The media largely supported his efforts. They maligned and lied against these men using really classic racism and fear. They charged that these men killed the men that the state killed. I think it was 39 people including 10 prison employees.
It took generations to have courts say, in a civil action, that it was not so. But it wasn’t true that day, that night, that month, that week. Attica became a hallmark of American corrections and really the American way of repression, instead of a tribune hour of liberation. What those men asked for was no retaliation, no charges and then specific changes to the prison. And they knew that the state, through prison officials, would kill them.
They said, send us to another country. We would rather go to another country than endure this kind of repression. They had press conferences; they wrote letters; they told this to the esteemed public officials and journalists who they met with. I don’t think people took them seriously, until it was too late. So what could have been a liberation moment, became one of the most repressive moments in American history. This was the naked face of the repressive state, punishing people who wanted to be free.
Think about it from this context. A decade after Attica, a U.S. president demanded that the president of a neighboring socialist state [Cuba] kick out his prisoners and free them, and let them come to the United States. What’s the difference in principle here? Thousands, perhaps tens of thousands of people fled Cuba. They called it the Mariel boatlift.

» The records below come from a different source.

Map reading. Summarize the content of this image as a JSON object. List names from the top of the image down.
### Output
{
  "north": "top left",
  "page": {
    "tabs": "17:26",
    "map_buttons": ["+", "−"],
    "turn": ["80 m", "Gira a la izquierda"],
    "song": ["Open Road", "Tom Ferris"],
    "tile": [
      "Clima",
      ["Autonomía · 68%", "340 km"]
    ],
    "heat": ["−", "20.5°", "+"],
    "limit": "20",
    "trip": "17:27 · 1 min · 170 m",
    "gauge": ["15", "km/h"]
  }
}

Many of those people ended up in the U.S. prison system. And some remain there today. They are mostly in Terre Haute, Ind. Because even though they’ve served their sentences, America was like, you can stay in America. But you ain’t going out. That’s the reality.
My point is that why was what an American president did applicable, but what African American and Puerto Rican prisoners said absurd? It’s the same thing. Now they might not have found a great life in the countries they wanted to go to. But you know, hopefully they would have found freedom, something they did not have in the United States. They may have lived to an old old age, instead of being slaughtered by state troopers. And they wouldn’t have found the kind of class and race denial that meant their executions in Attica.
Those are the things I think about when I think about Attica. It really was a turning point. There was a live option that could have gone another way, but for the political forces in New York state and in the United States. This just didn’t come from the governor, so much as through the governor. Rockefeller had political ambitions as a Republican official. And the United States didn’t want the embarrassment of people demanding to be freed from the United States prisons. So they kind of killed two birds with one stone.